After lunch, you may want to return to the museum on your own, as the tour does not go inside. The museum’s Media Arts Center, with its display of action documentaries pertaining to the legacy of Japanese-Americans, can keep you involved for hours. Then there’s shopping. For handmade papers and pottery, there’s Rafu Bussan, and for gifts there’s Bun-ka do and the Little Tokyo Ceramic Gallery and Clay Works.

Los Angeles Conservancy; (213) 623-CITY or (213) 623-2489. Japanese American National Museum, 369 E. First St.; (213) 625-0414. Miyako Inn, 328 E. First St.; (213) 617-2000. A Thousand Cranes, New Otani Hotel, 120 S. Los Angeles St.; (213) 629-1200. Mitsuru Sushi and Grill, 316 E. First St.; (213) 626-4046. Frances Bakery and Coffee, 404 E. Second St. (Honda Plaza); (213) 680-4899. Sandwich Shop, 340 E. Azuza St.; (213) 621-7919. Fugetsu-do, 315 E. First St., downtown; (213) 625-8595. Matsuzakaya America, 460 E. Third St.; (213) 626-4926. Frying Fish, 120 Japanese Village Plaza, downtown; (213) 680-0567. Japanese Village Plaza, 327 E. Second St.; (213) 680-1930. Shangrila Café, 744 E. Third St.; (213) 680-3770.

 

Mission San Fernando, Placerita Canyon Nature Center, pre-Mission breakfasts, William S. Hart Ranch.

Here’s a close-by, nearly free day trip that lets children see for real the stuff social-studies lessons attempt to make interesting.

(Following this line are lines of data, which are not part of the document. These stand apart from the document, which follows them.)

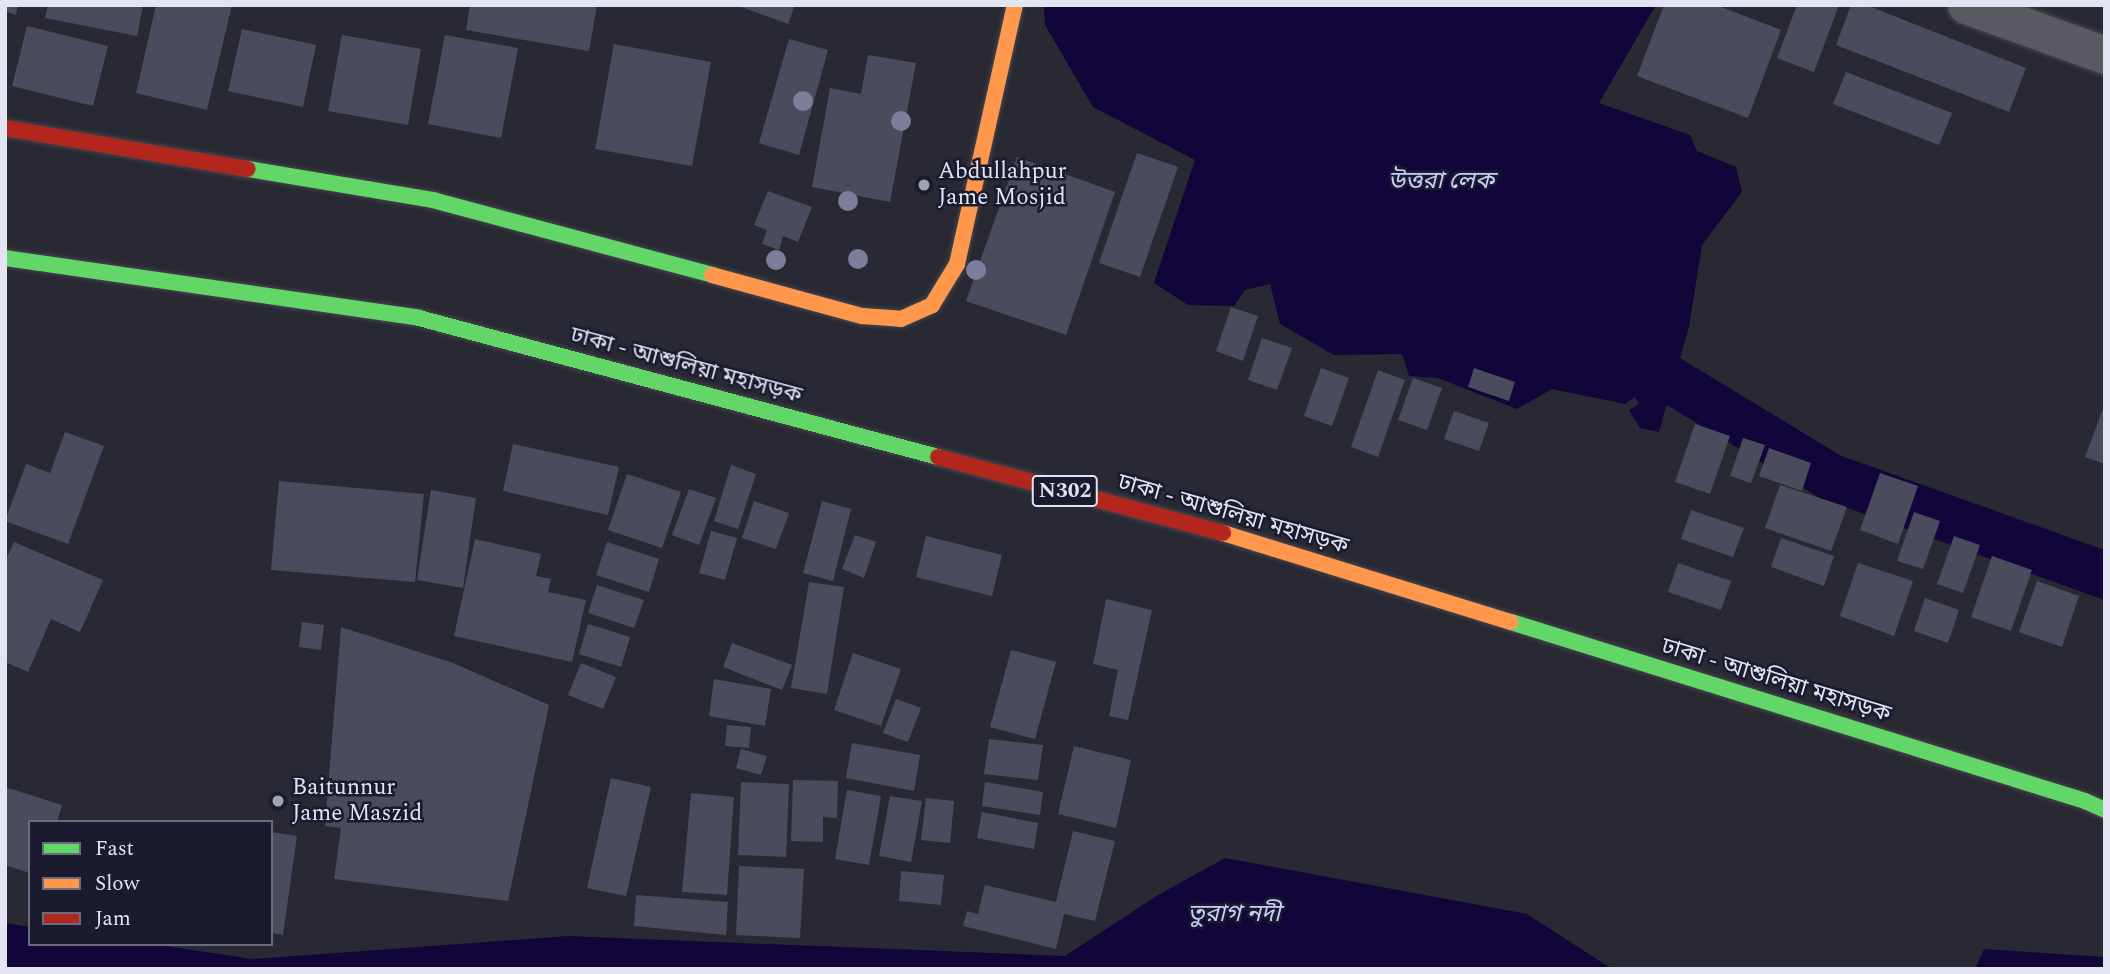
<!DOCTYPE html>
<html>
<head>
<meta charset="utf-8">
<style>
  body { margin:0 }
  #map { position:relative; width:2110px; height:974px; overflow:hidden; background:#292933; font-family:Spectral,"Noto Sans Bengali",serif }
  div>[style] { position:absolute }
  [style*='--x'] { left:calc(var(--x)*1px); top:calc(var(--y)*1px); width:calc(var(--w)*1px); rotate:calc(var(--a)*1deg) }
  .water>* { inset:0; background:#110539 }
  .canal>* { height:47px; margin:-23.5px; padding:0 23.5px; transform-origin:23.5px; border-radius:23.5px; background:#110539 }
  .building>* { inset:0; background:#4b4b5e }
  .roads { filter:drop-shadow(0 0 2px #45454e) drop-shadow(0 0 2px #45454e) }
  .street>* { height:37px; margin:-18.5px; padding:0 18.5px; transform-origin:18.5px; border-radius:18.5px; background:#595961 }
  .fast>* { height:16px; margin:-8px; padding:0 8px; transform-origin:8px; border-radius:8px; background:#63d668 }
  .slow>* { height:16px; margin:-8px; padding:0 8px; transform-origin:8px; border-radius:8px; background:#ff974d }
  .jam>* { height:16px; margin:-8px; padding:0 8px; transform-origin:8px; border-radius:8px; background:#b3261e }
  .trees>* { width:20px; height:20px; margin:-10px; border-radius:50%; background:#7d7e9b }
  .dots>* { width:19px; height:19px; translate:-50% -50%; box-sizing:border-box; border:4px solid #1a1b2e; border-radius:50% }
  span { translate:-50% -50%; white-space:nowrap; text-align:center; line-height:1.15; -webkit-text-stroke:5px #1a1b2e; paint-order:stroke }
  .shield-label span { padding:2px 5px; background:#1a1b2e; border:2px solid; border-radius:5px; -webkit-text-stroke-width:0 }
  .shield-label { font-size:21px; color:#e3e4f2; font-weight:700 }
  .poi-label { font-size:23px; color:#e3e4f2 }
  .left { translate:0 -50%; text-align:left }
  .street-label { font-size:23px; color:#e3e4f2 }
  .water-label { font-size:24px; color:#cacdfa; font-style:italic }
  .frame { position:absolute; inset:0; border:7px solid #e3e4f2; pointer-events:none }
  .legend { position:absolute; left:28px; top:820px; width:245px; height:126px; box-sizing:border-box; background:#1a1b2e; border:2px solid #6a6b7c; margin:0; padding:9px 12px; list-style:none; font-size:21px; color:#e3e4f2 }
  .legend li { display:flex; align-items:center; gap:14px; height:35px }
  .legend b { width:35px; border:2px solid #6a6b7c }
</style>
</head>
<body>
<div id="map">
  <div class="water">
    <i style="clip-path:polygon(1044px 5px,1656px 5px,1599px 103px,1690px 135px,1697px 151px,1736px 167px,1742px 192px,1702px 245px,1689px 327px,1659px 432px,1640px 428px,1629px 410px,1639px 404px,1635px 397px,1625px 404px,1552px 389px,1517px 409px,1438px 378px,1409px 376px,1402px 354px,1334px 355px,1280px 324px,1270px 284px,1245px 290px,1234px 306px,1188px 305px,1154px 283px,1195px 160px,1093px 107px,1045px 25px)"></i>
    <i style="clip-path:polygon(1225px 858px,1527px 914px,1612px 969px,5px 969px,5px 923px,30px 927px,30px 944px,152px 944px,253px 959px,568px 936px,1065px 956px,1158px 895px)"></i>
    <i style="clip-path:polygon(1984px 949px,2105px 957px,2105px 969px,1975px 969px)"></i>
  </div>
  <div class="canal">
    <i style="--x:1621;--y:346;--w:24;--a:38"></i>
    <i style="--x:1640;--y:361;--w:221;--a:31.3"></i>
    <i style="--x:1829;--y:476;--w:293;--a:19.7"></i>
  </div>
  <div class="building">
    <i style="clip-path:polygon(5px 5px,18px 5px,16px 15px,5px 11px)"></i>
    <i style="clip-path:polygon(48px 5px,143px 5px,137px 36px,45px 18px)"></i>
    <i style="clip-path:polygon(156px 5px,232px 5px,207px 110px,136px 93px)"></i>
    <i style="clip-path:polygon(470px 5px,597px 5px,589px 51px,466px 30px)"></i>
    <i style="clip-path:polygon(736px 5px,795px 5px,788px 24px)"></i>
    <i style="clip-path:polygon(1664px 5px,1716px 5px,1781px 30px,1748px 118px,1637px 76px)"></i>
    <i style="clip-path:polygon(1797px 5px,1839px 5px,1814px 72px,1777px 58px)"></i>
    <i style="clip-path:polygon(1851px 5px,1866px 5px,2026px 68px,2009px 112px,1836px 45px)"></i>
    <i style="clip-path:polygon(27px 26px,108px 46px,93px 106px,12px 86px)"></i>
    <i style="clip-path:polygon(242px 29px,316px 45px,303px 107px,228px 91px)"></i>
    <i style="clip-path:polygon(342px 35px,421px 49px,408px 125px,328px 111px)"></i>
    <i style="clip-path:polygon(445px 35px,518px 48px,501px 138px,428px 124px)"></i>
    <i style="clip-path:polygon(789px 39px,828px 50px,799px 155px,759px 143px)"></i>
    <i style="clip-path:polygon(614px 44px,711px 62px,692px 166px,595px 149px)"></i>
    <i style="clip-path:polygon(868px 55px,916px 63px,890px 202px,812px 187px,830px 88px,861px 94px)"></i>
    <i style="clip-path:polygon(1846px 72px,1952px 113px,1939px 145px,1833px 104px)"></i>
    <i style="clip-path:polygon(1137px 153px,1178px 167px,1140px 277px,1099px 263px)"></i>
    <i style="clip-path:polygon(1017px 157px,1115px 192px,1066px 335px,966px 301px)"></i>
    <i style="clip-path:polygon(768px 191px,812px 207px,798px 242px,783px 236px,779px 250px,762px 244px,767px 230px,754px 225px)"></i>
    <i style="clip-path:polygon(1231px 307px,1258px 316px,1243px 361px,1216px 351px)"></i>
    <i style="clip-path:polygon(1262px 338px,1292px 348px,1277px 390px,1248px 380px)"></i>
    <i style="clip-path:polygon(1321px 368px,1349px 378px,1332px 426px,1304px 416px)"></i>
    <i style="clip-path:polygon(1474px 368px,1515px 382px,1509px 401px,1468px 387px)"></i>
    <i style="clip-path:polygon(1378px 370px,1405px 380px,1378px 457px,1351px 447px)"></i>
    <i style="clip-path:polygon(1413px 378px,1442px 388px,1427px 430px,1398px 420px)"></i>
    <i style="clip-path:polygon(2105px 403px,2105px 464px,2085px 457px)"></i>
    <i style="clip-path:polygon(1454px 411px,1489px 423px,1479px 451px,1444px 439px)"></i>
    <i style="clip-path:polygon(1695px 424px,1730px 436px,1710px 494px,1675px 482px)"></i>
    <i style="clip-path:polygon(65px 432px,104px 446px,68px 544px,5px 521px,26px 464px,50px 473px)"></i>
    <i style="clip-path:polygon(1743px 438px,1765px 445px,1751px 483px,1730px 476px)"></i>
    <i style="clip-path:polygon(513px 444px,619px 467px,608px 515px,503px 491px)"></i>
    <i style="clip-path:polygon(1769px 448px,1811px 463px,1802px 491px,1759px 476px)"></i>
    <i style="clip-path:polygon(731px 465px,756px 474px,738px 529px,714px 521px)"></i>
    <i style="clip-path:polygon(1880px 473px,1918px 486px,1898px 544px,1860px 530px)"></i>
    <i style="clip-path:polygon(627px 474px,681px 492px,662px 548px,608px 530px)"></i>
    <i style="clip-path:polygon(279px 481px,424px 494px,415px 582px,271px 570px)"></i>
    <i style="clip-path:polygon(1780px 485px,1847px 507px,1831px 551px,1765px 528px)"></i>
    <i style="clip-path:polygon(689px 489px,716px 498px,699px 545px,672px 535px)"></i>
    <i style="clip-path:polygon(431px 490px,476px 498px,463px 588px,417px 580px)"></i>
    <i style="clip-path:polygon(754px 501px,789px 513px,776px 549px,742px 538px)"></i>
    <i style="clip-path:polygon(822px 501px,851px 509px,833px 581px,803px 573px)"></i>
    <i style="clip-path:polygon(1691px 510px,1744px 528px,1733px 557px,1681px 539px)"></i>
    <i style="clip-path:polygon(1914px 512px,1940px 521px,1923px 569px,1897px 561px)"></i>
    <i style="clip-path:polygon(711px 531px,737px 538px,725px 580px,699px 573px)"></i>
    <i style="clip-path:polygon(855px 535px,876px 542px,864px 578px,842px 569px)"></i>
    <i style="clip-path:polygon(926px 536px,1002px 555px,992px 596px,916px 577px)"></i>
    <i style="clip-path:polygon(1954px 536px,1980px 545px,1963px 593px,1937px 584px)"></i>
    <i style="clip-path:polygon(1781px 538px,1834px 556px,1824px 586px,1771px 567px)"></i>
    <i style="clip-path:polygon(475px 539px,541px 554px,536px 576px,551px 579px,548px 592px,586px 600px,572px 662px,454px 636px)"></i>
    <i style="clip-path:polygon(14px 542px,103px 580px,80px 632px,51px 619px,28px 672px,5px 662px,5px 562px)"></i>
    <i style="clip-path:polygon(607px 542px,659px 559px,649px 592px,596px 575px)"></i>
    <i style="clip-path:polygon(1992px 556px,2032px 570px,2011px 631px,1971px 617px)"></i>
    <i style="clip-path:polygon(1678px 563px,1731px 581px,1721px 610px,1668px 592px)"></i>
    <i style="clip-path:polygon(1858px 563px,1913px 581px,1894px 636px,1840px 616px)"></i>
    <i style="clip-path:polygon(2037px 581px,2079px 596px,2062px 647px,2019px 632px)"></i>
    <i style="clip-path:polygon(809px 582px,844px 587px,827px 694px,791px 688px)"></i>
    <i style="clip-path:polygon(597px 585px,644px 600px,634px 628px,588px 613px)"></i>
    <i style="clip-path:polygon(1925px 598px,1959px 610px,1948px 643px,1914px 631px)"></i>
    <i style="clip-path:polygon(1106px 599px,1152px 610px,1128px 720px,1109px 716px,1118px 670px,1093px 664px)"></i>
    <i style="clip-path:polygon(302px 622px,324px 625px,321px 650px,299px 647px)"></i>
    <i style="clip-path:polygon(588px 624px,630px 637px,621px 667px,579px 654px)"></i>
    <i style="clip-path:polygon(341px 627px,453px 663px,549px 705px,508px 901px,334px 879px,341px 828px,325px 826px)"></i>
    <i style="clip-path:polygon(732px 643px,792px 665px,782px 690px,723px 667px)"></i>
    <i style="clip-path:polygon(1011px 650px,1056px 662px,1035px 739px,990px 727px)"></i>
    <i style="clip-path:polygon(853px 653px,901px 669px,881px 726px,834px 710px)"></i>
    <i style="clip-path:polygon(581px 663px,616px 677px,603px 709px,568px 695px)"></i>
    <i style="clip-path:polygon(714px 679px,771px 689px,765px 726px,709px 716px)"></i>
    <i style="clip-path:polygon(896px 699px,921px 708px,908px 742px,883px 733px)"></i>
    <i style="clip-path:polygon(727px 725px,751px 727px,749px 748px,725px 746px)"></i>
    <i style="clip-path:polygon(989px 739px,1043px 745px,1038px 780px,984px 774px)"></i>
    <i style="clip-path:polygon(852px 743px,920px 755px,914px 791px,846px 778px)"></i>
    <i style="clip-path:polygon(1074px 746px,1131px 760px,1116px 828px,1058px 814px)"></i>
    <i style="clip-path:polygon(741px 749px,767px 756px,761px 775px,736px 768px)"></i>
    <i style="clip-path:polygon(611px 778px,651px 787px,626px 896px,587px 888px)"></i>
    <i style="clip-path:polygon(793px 780px,838px 781px,837px 818px,823px 817px,823px 842px,791px 841px)"></i>
    <i style="clip-path:polygon(741px 782px,789px 784px,786px 857px,738px 855px)"></i>
    <i style="clip-path:polygon(985px 782px,1043px 792px,1040px 815px,982px 806px)"></i>
    <i style="clip-path:polygon(5px 787px,62px 805px,57px 822px,30px 822px,30px 873px,5px 865px)"></i>
    <i style="clip-path:polygon(847px 790px,881px 796px,869px 865px,835px 859px)"></i>
    <i style="clip-path:polygon(691px 793px,734px 797px,727px 895px,682px 892px)"></i>
    <i style="clip-path:polygon(890px 796px,922px 801px,911px 862px,879px 856px)"></i>
    <i style="clip-path:polygon(926px 798px,954px 801px,950px 843px,921px 840px)"></i>
    <i style="clip-path:polygon(982px 812px,1038px 823px,1034px 849px,977px 838px)"></i>
    <i style="clip-path:polygon(1073px 831px,1115px 841px,1095px 921px,1064px 914px,1056px 949px,963px 926px,967px 911px,978px 914px,985px 885px,1056px 902px)"></i>
    <i style="clip-path:polygon(271px 832px,297px 836px,283px 935px,271px 933px)"></i>
    <i style="clip-path:polygon(739px 866px,804px 869px,800px 938px,736px 935px)"></i>
    <i style="clip-path:polygon(901px 871px,944px 875px,941px 905px,899px 901px)"></i>
    <i style="clip-path:polygon(636px 895px,728px 902px,726px 935px,634px 926px)"></i>
  </div>
  <div class="roads">
    <div class="street">
      <i style="--x:1966;--y:5;--w:148;--a:19.8"></i>
    </div>
    <div class="fast">
      <i style="--x:248;--y:169;--w:188;--a:9.5"></i>
      <i style="--x:433;--y:200;--w:289;--a:15"></i>
      <i style="--x:5;--y:258;--w:418;--a:8.2"></i>
      <i style="--x:419;--y:318;--w:537;--a:14.99"></i>
      <i style="--x:1511;--y:622;--w:601;--a:17.32"></i>
      <i style="--x:2085;--y:801;--w:22;--a:24"></i>
    </div>
    <div class="slow">
      <i style="--x:712;--y:275;--w:156;--a:15.3"></i>
      <i style="--x:862;--y:316;--w:39;--a:4"></i>
      <i style="--x:901;--y:319;--w:34;--a:-24"></i>
      <i style="--x:932;--y:305;--w:48;--a:-58.6"></i>
      <i style="--x:957;--y:264;--w:265;--a:-77.4"></i>
      <i style="--x:1223;--y:533;--w:301;--a:17.2"></i>
    </div>
    <div class="jam">
      <i style="--x:5;--y:128;--w:246;--a:9.6"></i>
      <i style="--x:938;--y:457;--w:295;--a:14.9"></i>
    </div>
  </div>
  <div class="trees">
    <i style="left:803px;top:101px"></i>
    <i style="left:901px;top:121px"></i>
    <i style="left:848px;top:201px"></i>
    <i style="left:858px;top:259px"></i>
    <i style="left:776px;top:260px"></i>
    <i style="left:976px;top:270px"></i>
  </div>
  <div class="dots">
    <i style="left:924px;top:185px;background:#a2a3af"></i>
    <i style="left:278px;top:801px;background:#a2a3af"></i>
  </div>
  <div class="shield-label">
    <span style="left:1065px;top:491px">N302</span>
  </div>
  <div class="poi-label">
    <span class="left" style="left:938px;top:185px">Abdullahpur<br>Jame Mosjid</span>
    <span class="left" style="left:292px;top:801px">Baitunnur<br>Jame Maszid</span>
  </div>
  <div class="street-label">
    <span style="left:686px;top:366px;rotate:15deg">ঢাকা - আশুলিয়া মহাসড়ক</span>
    <span style="left:1233px;top:515px;rotate:16deg">ঢাকা - আশুলিয়া মহাসড়ক</span>
    <span style="left:1776px;top:681px;rotate:17deg">ঢাকা - আশুলিয়া মহাসড়ক</span>
  </div>
  <div class="water-label">
    <span style="left:1441px;top:182px">উত্তরা লেক</span>
    <span style="left:1234px;top:915px">তুরাগ নদী</span>
  </div>
  <div class="frame"></div>
  <ul class="legend">
  <li><b style="height:9px;background:#63d668"></b>Fast</li>
  <li><b style="height:9px;background:#ff974d"></b>Slow</li>
  <li><b style="height:9px;background:#b3261e"></b>Jam</li>
  </ul>
</div>
</body>
</html>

Though the sojourn begins a short, 25-minute drive from Central L.A., the city seems worlds away. The San Fernando Mission is actually a working church where weddings, memorial services and quincieras take place, sometimes several in a day.

The buildings have been through so much renovation or replacement, due to the Valley’s numerous earthquakes, they seem a tad too cute to be regarded as an ancient relic. Still, the structure’s style is mostly true to history. In the museum, early mission life comes alive in dioramas and other displays depicting native Indian workers weaving, forging iron, preparing adobe bricks. You can pick up a map, with explanatory notes, of the grounds and buildings when paying your entry fee at the gift shop. One chamber that must not be missed is the Madonna Room. Tucked into the last quadrant of the mission’s convento, the dark room lights up and music swells from its doorway when anyone approaches. The room displays an extraordinarily diverse Madonna collection, including a “Madonna of the baseball mound.”

Start your visit with a good, hearty breakfast near the mission; there are several very recommendable spots. The fabulously vintage James Restaurant in San Fernando, east of the mission and the 5 freeway, opens at 5 a.m. It’s renowned for its ham with scrambled eggs or with pancakes, and for its steak picado. Sit on the patio, if you can find a seat. Sierras No. 1 — an old Cal-Mex standby and a good bet â for huevos rancheros or chilaquiles — opens at 11 a.m. If you want to do your eating after the mission visit, Sierras is equally famous for its so-very-light crab enchilada. At El Abuelo (the Grandpa), a modest but popular family-run cantina, the huge, steamy dishes of mole poblano and the steak salad are the things to order.

Placerita Canyon Nature Center is a short jaunt north on the Golden State Freeway (15) to Highway 14 north. Exit at Placerita Canyon Road and proceed east about 1.5 miles. On Saturdays at 11 a.m., there are docent-led nature walks. During the week you can use maps to the self-guided nature trails, some as short as half a mile. The maps, which you can get for free in the office (walk past the snakes and turtle habitat), identify plants, geological formations, animal habitats, and other stuff to amaze and delight kids and their jaded parents.